(SOURCE MATERIAL Opens)

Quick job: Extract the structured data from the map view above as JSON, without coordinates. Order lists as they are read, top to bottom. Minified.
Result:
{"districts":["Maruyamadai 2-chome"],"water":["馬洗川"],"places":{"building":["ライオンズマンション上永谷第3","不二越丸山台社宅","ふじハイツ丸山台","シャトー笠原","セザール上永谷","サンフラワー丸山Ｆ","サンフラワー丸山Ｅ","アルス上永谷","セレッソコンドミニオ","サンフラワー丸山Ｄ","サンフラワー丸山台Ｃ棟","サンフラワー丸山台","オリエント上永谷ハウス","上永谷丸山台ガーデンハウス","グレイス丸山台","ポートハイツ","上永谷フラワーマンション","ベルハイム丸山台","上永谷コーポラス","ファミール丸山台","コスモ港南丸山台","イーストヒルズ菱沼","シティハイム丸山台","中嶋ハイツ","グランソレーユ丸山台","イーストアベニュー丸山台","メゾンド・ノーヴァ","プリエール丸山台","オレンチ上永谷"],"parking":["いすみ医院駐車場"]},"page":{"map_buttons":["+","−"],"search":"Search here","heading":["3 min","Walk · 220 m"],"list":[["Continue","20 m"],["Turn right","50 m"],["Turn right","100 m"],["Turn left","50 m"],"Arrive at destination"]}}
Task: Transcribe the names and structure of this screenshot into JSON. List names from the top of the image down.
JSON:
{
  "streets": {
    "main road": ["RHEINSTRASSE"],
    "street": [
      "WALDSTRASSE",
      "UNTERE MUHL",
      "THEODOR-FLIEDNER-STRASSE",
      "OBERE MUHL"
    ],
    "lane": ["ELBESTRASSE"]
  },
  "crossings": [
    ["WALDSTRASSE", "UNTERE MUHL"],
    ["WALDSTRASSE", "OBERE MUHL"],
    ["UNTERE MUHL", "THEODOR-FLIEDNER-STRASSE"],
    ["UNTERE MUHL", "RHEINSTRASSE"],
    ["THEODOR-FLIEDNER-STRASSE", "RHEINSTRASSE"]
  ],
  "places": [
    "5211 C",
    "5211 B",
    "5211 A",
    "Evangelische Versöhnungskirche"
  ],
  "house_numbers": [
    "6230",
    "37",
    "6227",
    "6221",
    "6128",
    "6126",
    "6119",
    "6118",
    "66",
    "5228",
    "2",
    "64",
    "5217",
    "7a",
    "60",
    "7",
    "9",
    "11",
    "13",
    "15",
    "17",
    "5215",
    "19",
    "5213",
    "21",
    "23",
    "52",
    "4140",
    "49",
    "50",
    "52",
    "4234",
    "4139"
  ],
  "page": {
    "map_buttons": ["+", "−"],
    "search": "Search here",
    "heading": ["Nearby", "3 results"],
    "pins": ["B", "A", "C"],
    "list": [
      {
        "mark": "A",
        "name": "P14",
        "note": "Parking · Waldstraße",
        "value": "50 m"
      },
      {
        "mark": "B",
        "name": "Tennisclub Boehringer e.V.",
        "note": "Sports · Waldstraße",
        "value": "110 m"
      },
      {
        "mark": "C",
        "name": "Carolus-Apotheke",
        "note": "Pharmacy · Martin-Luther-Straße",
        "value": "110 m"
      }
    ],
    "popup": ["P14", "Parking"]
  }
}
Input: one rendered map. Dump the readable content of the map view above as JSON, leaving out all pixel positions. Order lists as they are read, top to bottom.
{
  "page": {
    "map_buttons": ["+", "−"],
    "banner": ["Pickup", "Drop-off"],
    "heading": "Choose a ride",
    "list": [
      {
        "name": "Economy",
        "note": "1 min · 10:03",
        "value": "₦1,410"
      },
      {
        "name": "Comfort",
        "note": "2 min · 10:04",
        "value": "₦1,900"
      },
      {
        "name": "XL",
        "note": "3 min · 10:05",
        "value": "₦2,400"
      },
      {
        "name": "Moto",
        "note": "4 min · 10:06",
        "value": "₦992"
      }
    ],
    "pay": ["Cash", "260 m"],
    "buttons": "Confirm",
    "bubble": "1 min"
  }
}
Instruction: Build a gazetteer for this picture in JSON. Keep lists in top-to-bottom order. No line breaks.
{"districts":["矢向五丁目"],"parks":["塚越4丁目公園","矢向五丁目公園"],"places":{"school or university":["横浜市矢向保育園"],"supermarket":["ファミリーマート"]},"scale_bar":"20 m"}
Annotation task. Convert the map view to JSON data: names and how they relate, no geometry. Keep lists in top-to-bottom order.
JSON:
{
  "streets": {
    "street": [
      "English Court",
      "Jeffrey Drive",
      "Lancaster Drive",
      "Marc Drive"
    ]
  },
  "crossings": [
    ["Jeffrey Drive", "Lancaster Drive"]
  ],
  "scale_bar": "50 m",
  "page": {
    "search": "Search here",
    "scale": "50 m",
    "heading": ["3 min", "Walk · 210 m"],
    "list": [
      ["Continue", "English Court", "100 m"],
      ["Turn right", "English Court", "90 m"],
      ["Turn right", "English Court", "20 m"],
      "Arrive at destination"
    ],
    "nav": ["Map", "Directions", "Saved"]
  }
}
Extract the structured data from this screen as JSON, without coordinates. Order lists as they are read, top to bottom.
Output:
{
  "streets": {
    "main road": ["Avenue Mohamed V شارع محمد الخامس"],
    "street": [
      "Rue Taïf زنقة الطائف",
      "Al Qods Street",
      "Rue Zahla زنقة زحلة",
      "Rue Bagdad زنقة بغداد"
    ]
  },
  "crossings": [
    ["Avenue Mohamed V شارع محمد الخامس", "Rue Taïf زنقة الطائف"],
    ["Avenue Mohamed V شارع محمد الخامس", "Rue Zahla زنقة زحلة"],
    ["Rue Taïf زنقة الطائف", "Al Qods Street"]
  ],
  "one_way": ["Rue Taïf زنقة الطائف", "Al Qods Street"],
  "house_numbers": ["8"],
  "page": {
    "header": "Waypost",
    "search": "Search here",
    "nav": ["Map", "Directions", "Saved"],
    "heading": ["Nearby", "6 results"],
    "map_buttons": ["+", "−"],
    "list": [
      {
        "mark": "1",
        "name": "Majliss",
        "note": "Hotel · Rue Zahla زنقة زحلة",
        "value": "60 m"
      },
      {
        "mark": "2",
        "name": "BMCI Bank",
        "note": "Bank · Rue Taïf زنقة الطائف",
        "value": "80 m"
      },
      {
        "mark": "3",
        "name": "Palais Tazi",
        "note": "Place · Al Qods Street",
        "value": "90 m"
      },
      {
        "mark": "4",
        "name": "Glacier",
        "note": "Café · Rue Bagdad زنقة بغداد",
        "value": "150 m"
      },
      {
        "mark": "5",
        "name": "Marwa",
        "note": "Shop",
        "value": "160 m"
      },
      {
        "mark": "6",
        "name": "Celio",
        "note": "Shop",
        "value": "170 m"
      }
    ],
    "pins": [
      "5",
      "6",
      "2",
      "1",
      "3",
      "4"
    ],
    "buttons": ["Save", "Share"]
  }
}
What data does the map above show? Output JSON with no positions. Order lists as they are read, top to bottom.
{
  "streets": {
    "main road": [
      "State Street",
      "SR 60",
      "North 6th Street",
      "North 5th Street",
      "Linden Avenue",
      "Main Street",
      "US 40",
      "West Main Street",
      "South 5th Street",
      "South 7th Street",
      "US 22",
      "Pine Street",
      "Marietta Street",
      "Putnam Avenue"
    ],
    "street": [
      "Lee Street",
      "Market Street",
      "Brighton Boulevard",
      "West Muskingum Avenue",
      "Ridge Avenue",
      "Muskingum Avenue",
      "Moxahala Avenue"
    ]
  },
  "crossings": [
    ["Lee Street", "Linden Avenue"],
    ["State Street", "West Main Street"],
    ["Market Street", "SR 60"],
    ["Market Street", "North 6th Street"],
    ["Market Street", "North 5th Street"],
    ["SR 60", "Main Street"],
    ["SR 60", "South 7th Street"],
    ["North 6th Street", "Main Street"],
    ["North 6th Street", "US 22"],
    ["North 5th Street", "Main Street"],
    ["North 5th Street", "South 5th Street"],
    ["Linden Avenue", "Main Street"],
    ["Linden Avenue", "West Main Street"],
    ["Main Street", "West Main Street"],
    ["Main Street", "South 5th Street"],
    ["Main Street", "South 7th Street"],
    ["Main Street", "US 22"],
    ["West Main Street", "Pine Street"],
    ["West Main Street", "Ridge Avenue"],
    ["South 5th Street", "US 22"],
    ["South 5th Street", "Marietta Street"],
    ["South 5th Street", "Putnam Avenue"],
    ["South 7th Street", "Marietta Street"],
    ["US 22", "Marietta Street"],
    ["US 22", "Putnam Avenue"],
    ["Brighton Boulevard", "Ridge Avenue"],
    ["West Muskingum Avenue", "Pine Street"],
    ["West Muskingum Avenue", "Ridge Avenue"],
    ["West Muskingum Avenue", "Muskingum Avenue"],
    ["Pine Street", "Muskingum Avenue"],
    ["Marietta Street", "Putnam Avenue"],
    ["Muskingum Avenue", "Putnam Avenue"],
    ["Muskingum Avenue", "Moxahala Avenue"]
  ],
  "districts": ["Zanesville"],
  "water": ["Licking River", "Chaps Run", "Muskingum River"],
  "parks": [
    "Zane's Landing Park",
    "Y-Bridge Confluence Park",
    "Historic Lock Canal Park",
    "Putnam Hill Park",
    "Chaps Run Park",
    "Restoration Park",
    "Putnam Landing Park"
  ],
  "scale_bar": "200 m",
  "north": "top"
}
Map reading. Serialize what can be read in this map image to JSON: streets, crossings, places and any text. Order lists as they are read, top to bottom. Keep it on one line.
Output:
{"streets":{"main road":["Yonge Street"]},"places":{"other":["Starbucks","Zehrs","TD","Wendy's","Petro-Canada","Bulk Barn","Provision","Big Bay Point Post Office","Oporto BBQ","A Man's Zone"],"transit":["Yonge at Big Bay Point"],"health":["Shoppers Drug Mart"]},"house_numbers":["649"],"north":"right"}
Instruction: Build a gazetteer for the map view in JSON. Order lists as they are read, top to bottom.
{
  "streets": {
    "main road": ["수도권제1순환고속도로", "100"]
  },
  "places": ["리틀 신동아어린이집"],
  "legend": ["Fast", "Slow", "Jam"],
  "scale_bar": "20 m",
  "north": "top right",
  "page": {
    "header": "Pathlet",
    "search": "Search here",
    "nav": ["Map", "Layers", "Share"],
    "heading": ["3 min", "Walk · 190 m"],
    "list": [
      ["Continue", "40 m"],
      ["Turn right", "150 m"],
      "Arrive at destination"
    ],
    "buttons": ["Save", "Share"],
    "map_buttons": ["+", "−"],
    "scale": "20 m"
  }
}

(SOURCE MATERIAL Closes)

WHAT THE TASK REQUIRES
Where a line above holds the string "زنقة", show that line.

TASK OUTPUT
      "Rue Taïf زنقة الطائف",
      "Rue Zahla زنقة زحلة",
      "Rue Bagdad زنقة بغداد"
    ["Avenue Mohamed V شارع محمد الخامس", "Rue Taïf زنقة الطائف"],
    ["Avenue Mohamed V شارع محمد الخامس", "Rue Zahla زنقة زحلة"],
    ["Rue Taïf زنقة الطائف", "Al Qods Street"]
  "one_way": ["Rue Taïf زنقة الطائف", "Al Qods Street"],
        "note": "Hotel · Rue Zahla زنقة زحلة",
        "note": "Bank · Rue Taïf زنقة الطائف",
        "note": "Café · Rue Bagdad زنقة بغداد",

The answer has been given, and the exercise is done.